According to Politico, one individual familiar with internal discussions warned that GOP leaders are “going to have a problem” rallying enough support for a simple up-or-down vote on renewal.

At the same time, shifting political dynamics could reshape traditional alliances. Some Democrats who previously supported maintaining the authority may now favor tighter constraints under a Republican administration. That possibility becomes likely amid concerns over the Trump administration’s expanding “domestic terrorism” directives, which extend policing and surveillance authorities into a wide range of political, economic, and ideological activity.

Overall, such uncertainty complicates any attempt to pass reauthorization through expedited procedures requiring a two-thirds majority vote.

White House

Pressure to keep the surveillance unfettered is also coming from the White House.

According to Politico:

Stephen Miller, the influential senior White House domestic policy adviser, is a leading advocate within the administration for extending the program that lets the government collect the data of noncitizens abroad without a warrant.

“Miller sees the spying statute … as critical to a variety of homeland security missions,” the outlet added.

Senator Rand Paul (R-Ky.) reacted to that report with bewilderment:

So, let me get this straight — Stephen ‘let’s suspend the right of habeas corpus’ Miller is opposing reform of spy powers that abused President Trump, 8 U.S. Senators, and countless private citizens? Advocating for warrantless abuse of Americans is MAGA??

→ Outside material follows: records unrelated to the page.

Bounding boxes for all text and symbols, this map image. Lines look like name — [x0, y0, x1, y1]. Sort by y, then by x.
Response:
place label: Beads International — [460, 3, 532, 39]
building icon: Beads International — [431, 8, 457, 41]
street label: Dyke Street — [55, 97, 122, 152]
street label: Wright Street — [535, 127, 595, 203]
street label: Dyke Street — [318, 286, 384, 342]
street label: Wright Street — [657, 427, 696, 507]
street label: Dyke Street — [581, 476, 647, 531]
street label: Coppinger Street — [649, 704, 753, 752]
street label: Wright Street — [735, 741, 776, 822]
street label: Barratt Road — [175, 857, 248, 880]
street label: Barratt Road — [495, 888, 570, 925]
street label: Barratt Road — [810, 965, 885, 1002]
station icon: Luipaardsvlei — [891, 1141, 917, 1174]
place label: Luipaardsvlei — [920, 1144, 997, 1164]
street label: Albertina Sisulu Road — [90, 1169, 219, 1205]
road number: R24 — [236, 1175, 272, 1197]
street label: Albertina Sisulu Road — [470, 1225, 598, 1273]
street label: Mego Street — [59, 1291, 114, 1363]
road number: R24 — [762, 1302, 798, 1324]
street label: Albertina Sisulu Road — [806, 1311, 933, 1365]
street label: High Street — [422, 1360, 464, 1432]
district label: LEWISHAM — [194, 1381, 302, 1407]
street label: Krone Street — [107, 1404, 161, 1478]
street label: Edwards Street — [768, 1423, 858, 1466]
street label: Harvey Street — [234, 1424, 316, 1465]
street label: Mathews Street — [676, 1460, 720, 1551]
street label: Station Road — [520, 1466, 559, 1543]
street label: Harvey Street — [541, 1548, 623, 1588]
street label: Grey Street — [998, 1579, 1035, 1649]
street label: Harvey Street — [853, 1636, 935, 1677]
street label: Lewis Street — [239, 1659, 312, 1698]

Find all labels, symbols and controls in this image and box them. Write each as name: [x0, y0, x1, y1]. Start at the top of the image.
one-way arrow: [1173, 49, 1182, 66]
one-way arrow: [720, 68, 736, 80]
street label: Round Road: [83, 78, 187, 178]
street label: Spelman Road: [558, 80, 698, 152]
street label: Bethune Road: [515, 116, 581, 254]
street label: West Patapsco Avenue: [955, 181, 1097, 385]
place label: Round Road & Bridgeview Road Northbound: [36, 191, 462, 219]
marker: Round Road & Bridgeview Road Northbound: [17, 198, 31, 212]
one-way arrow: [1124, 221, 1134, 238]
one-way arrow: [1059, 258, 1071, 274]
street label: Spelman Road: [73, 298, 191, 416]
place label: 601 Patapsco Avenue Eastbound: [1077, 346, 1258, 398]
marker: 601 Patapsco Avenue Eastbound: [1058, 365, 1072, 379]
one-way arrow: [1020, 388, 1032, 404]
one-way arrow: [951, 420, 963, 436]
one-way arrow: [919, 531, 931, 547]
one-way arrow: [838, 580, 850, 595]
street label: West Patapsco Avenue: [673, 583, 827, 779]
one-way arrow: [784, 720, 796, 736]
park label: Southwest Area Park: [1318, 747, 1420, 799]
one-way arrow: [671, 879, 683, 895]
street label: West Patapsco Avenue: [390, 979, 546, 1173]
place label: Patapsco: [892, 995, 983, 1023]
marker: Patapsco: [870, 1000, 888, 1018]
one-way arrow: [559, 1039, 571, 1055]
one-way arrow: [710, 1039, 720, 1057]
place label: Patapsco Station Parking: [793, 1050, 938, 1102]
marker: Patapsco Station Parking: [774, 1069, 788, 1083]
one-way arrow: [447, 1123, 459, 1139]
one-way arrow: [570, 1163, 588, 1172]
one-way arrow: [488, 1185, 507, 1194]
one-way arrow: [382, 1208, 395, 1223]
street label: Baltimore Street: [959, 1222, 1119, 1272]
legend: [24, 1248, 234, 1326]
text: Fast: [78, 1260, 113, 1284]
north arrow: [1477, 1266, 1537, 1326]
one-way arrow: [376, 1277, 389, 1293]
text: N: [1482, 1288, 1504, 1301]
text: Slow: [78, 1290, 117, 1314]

President Trump — himself a victim of the statute — has a complicated history with FISA. He has alternated between denouncing the mandate and supporting its continuation. In early 2024, he urged Congress to “kill FISA.” Yet in 2018, as president, he signed legislation reauthorizing the same authority into law for six years. He stated at the time:

I would have preferred a permanent reauthorization of Title VII [which includes Section 702] to protect the safety and security of the Nation.

Once critics of the surveillance authority, key members of Trump’s current administration have since embraced FISA. Among them are Director of National Intelligence Tulsi Gabbard and FBI Director Kash Patel. During his confirmation hearing in January 2025, Patel argued firmly against adding a warrant requirement to Section 702. Trump’s nominee for CIA director, John Ratcliffe, took the same position.

Last April, Patel also shut down the FBI’s Office of Internal Auditing, a unit tasked with monitoring and improving compliance with federal surveillance laws.